In 1957, the Kessler took a direct hit from the great Oak Cliff tornado, a disaster most familiar to Oak Cliff residents today from a large photograph hanging in Norma’s Café across the street. (The twister ripped right through the theater but left the structure standing.) A few years later, the building was further devastated by fire. For most of the past 25 years, it has stood empty.
Then Edwin Cabaniss, who lives in the neighborhood, bought the theater for his wife, a dancer who teaches tap and ballet. The couple’s love of the arts translated into turning the space into a clearing house for live performance. Work continues on updating the building, and when dance, guitar, piano, and voice lessons aren’t taking place there, Jeff Liles books live music. Cliff native Edie Brickell will appear there Nov. 19; acts are booked four nights a week.
Visual arts are part of the ethos as well. In the gallery upstairs, an exhibit of black-light 1960s posters ran this summer. The theater, opened in March, looks better than it has since Autry owned it — and is more active.
The Kessler isn’t the only venue bringing life back into this gayborhood. Down the road, the Texas Theatre on Jefferson Boulevard has also reopened with a classic movie series. Best known as the place Lee Harvey Oswald was cornered after the assassination of President John F. Kennedy, it’s worth a visit, if only for its historic significance. After several failed attempts to save the building through the years, it is now owned by the non-profit Oak Cliff Foundation that is working on renovations.
Next door is the newly opened Oak Cliff Cultural Center with 5,000 feet of space, which the city of Dallas used to replace the Ice House Cultural Center. The Ice House was the original early 1900s building where 7-Eleven got its start: They froze water in this building on Polk Street and sold ice in their first store just a few blocks away on Edgefield Avenue.
Dallas converted the Ice House into one of its small neighborhood cultural centers years later, where artists and playwrights were often featured, including Martice Productions, which specialized in gay/Latino comedies.
Gerardo Sanchez of the center said the new space features an art gallery that will house eight shows per year as well as a dance studio that’s already being used by arts groups, dance groups and classes. With the Texas Theatre next door, Sanchez said there are a lot of possibilities.
“We’re hoping to partner with them,” he says.

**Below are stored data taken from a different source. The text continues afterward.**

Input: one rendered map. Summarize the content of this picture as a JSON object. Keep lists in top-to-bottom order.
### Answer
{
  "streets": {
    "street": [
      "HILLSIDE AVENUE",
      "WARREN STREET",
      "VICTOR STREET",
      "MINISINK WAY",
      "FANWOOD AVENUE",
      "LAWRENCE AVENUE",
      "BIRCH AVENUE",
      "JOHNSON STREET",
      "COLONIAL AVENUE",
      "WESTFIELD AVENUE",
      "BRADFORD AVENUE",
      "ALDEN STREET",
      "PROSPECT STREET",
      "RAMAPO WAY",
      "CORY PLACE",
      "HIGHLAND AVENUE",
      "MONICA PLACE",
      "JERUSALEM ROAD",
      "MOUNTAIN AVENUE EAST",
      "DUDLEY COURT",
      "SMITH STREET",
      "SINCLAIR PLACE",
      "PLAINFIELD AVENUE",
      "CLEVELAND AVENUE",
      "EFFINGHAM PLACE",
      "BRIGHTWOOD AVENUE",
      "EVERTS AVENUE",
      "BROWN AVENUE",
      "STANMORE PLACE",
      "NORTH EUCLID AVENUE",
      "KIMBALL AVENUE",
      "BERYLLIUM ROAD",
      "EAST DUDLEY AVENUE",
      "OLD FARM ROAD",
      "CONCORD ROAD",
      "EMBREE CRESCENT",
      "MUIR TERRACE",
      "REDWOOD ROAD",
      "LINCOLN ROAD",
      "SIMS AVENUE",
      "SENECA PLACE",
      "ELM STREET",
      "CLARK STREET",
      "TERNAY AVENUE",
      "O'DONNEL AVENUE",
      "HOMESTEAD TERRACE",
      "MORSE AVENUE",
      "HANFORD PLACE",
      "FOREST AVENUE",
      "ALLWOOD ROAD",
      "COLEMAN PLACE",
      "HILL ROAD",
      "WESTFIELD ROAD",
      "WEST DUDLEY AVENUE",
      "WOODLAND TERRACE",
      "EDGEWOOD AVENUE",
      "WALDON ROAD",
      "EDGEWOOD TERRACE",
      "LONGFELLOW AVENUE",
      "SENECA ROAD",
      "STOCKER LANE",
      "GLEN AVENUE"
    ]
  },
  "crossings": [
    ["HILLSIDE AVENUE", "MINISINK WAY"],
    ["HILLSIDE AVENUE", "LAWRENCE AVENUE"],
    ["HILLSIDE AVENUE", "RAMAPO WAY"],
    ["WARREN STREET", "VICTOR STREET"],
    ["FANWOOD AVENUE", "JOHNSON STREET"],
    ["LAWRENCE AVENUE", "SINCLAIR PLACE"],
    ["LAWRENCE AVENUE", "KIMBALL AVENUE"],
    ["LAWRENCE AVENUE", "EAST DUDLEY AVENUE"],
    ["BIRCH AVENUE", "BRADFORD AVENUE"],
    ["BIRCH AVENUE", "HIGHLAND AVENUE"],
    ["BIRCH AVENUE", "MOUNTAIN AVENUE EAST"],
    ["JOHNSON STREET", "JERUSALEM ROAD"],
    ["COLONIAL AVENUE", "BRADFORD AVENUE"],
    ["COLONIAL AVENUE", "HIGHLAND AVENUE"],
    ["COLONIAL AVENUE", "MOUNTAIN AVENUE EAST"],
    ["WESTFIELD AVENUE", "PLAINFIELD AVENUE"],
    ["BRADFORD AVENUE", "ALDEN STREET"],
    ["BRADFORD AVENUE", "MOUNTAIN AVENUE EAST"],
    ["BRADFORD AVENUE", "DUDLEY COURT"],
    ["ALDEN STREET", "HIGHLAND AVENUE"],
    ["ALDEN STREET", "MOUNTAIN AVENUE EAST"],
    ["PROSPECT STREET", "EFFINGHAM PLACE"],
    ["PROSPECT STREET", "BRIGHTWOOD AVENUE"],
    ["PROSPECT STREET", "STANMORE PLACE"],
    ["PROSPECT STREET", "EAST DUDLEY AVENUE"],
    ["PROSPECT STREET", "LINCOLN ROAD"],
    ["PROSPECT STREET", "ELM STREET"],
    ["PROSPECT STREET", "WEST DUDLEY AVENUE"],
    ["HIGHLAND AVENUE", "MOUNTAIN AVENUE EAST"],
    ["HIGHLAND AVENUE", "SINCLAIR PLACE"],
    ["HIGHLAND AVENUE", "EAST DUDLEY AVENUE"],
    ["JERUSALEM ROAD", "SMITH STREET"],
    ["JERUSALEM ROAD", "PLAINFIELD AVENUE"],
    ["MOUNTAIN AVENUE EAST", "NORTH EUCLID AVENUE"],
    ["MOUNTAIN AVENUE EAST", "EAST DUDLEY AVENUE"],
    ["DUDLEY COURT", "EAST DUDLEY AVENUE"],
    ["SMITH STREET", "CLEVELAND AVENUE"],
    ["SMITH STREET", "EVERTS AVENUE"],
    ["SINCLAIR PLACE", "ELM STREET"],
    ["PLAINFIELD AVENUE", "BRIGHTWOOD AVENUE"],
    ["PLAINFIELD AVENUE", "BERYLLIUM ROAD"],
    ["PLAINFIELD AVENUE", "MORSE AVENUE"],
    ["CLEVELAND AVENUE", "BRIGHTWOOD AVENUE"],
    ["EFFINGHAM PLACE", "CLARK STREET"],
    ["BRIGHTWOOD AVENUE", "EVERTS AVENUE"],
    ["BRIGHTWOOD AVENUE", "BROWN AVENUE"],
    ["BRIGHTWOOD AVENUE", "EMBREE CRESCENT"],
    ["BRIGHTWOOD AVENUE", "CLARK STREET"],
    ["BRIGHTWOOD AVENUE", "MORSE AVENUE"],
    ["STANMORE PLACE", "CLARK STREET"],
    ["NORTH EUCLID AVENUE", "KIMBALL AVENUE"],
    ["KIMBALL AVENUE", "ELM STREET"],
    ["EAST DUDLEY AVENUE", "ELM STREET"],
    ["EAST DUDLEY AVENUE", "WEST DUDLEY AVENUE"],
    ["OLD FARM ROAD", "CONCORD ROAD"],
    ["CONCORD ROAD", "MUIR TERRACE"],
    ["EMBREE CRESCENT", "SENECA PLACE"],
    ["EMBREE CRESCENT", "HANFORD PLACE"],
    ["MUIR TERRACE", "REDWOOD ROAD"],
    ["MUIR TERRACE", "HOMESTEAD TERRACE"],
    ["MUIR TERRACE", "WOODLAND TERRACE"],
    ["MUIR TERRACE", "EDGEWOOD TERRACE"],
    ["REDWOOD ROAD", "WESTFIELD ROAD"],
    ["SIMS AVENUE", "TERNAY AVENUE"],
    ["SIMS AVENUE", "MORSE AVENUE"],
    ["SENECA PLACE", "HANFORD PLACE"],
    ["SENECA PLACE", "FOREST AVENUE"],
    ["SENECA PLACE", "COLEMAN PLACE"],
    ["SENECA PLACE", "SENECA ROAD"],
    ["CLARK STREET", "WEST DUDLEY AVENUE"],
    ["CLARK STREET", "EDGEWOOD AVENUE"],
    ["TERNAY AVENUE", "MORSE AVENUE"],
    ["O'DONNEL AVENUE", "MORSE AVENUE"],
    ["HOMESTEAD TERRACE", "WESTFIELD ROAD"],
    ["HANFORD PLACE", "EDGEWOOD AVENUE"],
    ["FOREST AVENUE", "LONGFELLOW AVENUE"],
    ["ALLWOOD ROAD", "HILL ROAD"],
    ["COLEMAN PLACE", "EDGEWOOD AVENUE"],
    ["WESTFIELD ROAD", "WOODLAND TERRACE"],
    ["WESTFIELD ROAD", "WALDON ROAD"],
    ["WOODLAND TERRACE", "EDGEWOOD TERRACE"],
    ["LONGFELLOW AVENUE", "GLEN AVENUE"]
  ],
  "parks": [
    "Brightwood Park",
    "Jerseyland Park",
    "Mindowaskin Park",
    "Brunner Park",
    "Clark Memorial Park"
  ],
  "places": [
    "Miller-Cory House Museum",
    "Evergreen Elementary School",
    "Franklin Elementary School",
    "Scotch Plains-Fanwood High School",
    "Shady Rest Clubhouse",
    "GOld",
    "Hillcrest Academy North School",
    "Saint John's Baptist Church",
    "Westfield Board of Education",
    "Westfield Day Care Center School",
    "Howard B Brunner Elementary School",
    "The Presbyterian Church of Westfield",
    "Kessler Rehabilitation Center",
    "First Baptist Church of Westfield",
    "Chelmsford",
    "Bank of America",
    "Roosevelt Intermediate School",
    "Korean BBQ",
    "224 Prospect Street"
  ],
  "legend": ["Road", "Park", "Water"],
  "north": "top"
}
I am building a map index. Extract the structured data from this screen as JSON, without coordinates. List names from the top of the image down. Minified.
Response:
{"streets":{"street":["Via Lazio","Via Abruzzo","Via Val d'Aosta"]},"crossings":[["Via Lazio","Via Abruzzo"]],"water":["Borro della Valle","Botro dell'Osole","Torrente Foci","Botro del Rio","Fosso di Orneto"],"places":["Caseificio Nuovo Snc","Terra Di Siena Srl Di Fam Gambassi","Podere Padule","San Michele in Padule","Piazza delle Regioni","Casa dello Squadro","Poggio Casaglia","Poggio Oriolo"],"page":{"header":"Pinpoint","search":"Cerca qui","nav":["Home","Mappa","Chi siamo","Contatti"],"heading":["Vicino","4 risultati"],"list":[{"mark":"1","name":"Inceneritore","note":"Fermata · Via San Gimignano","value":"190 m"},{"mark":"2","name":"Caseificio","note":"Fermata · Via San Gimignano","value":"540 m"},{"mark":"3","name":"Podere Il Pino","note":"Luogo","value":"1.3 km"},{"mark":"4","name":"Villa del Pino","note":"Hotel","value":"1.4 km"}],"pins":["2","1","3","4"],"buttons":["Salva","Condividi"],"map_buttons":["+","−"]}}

TeCo Productions is an ambitious theater company that operates out of the newly renovated Bishop Arts Theater on Tyler. The company started in Atlanta in 1993 and moved to Dallas where they performed at the Hall of State in Fair Park until a patron donated the dilapidated Blue Bird Theater just off Jefferson Boulevard.
The Blue Bird was a silent movie theater built in 1917 — talkies never made it in this part of Oak Cliff. Outside, the drab brown cement building is easy to miss. The surprise is the 170-seat proscenium-stage, state-of-the-art theater inside.
This year’s schedule includes gay writer Langston Hughes’ Black Nativity starring New Arts Six; the show opens in December. The season also includes a world premiere of a mystery in October, and in February, their annual new play competition. Last year’s Southwest Airlines Jazz Series regularly sold out.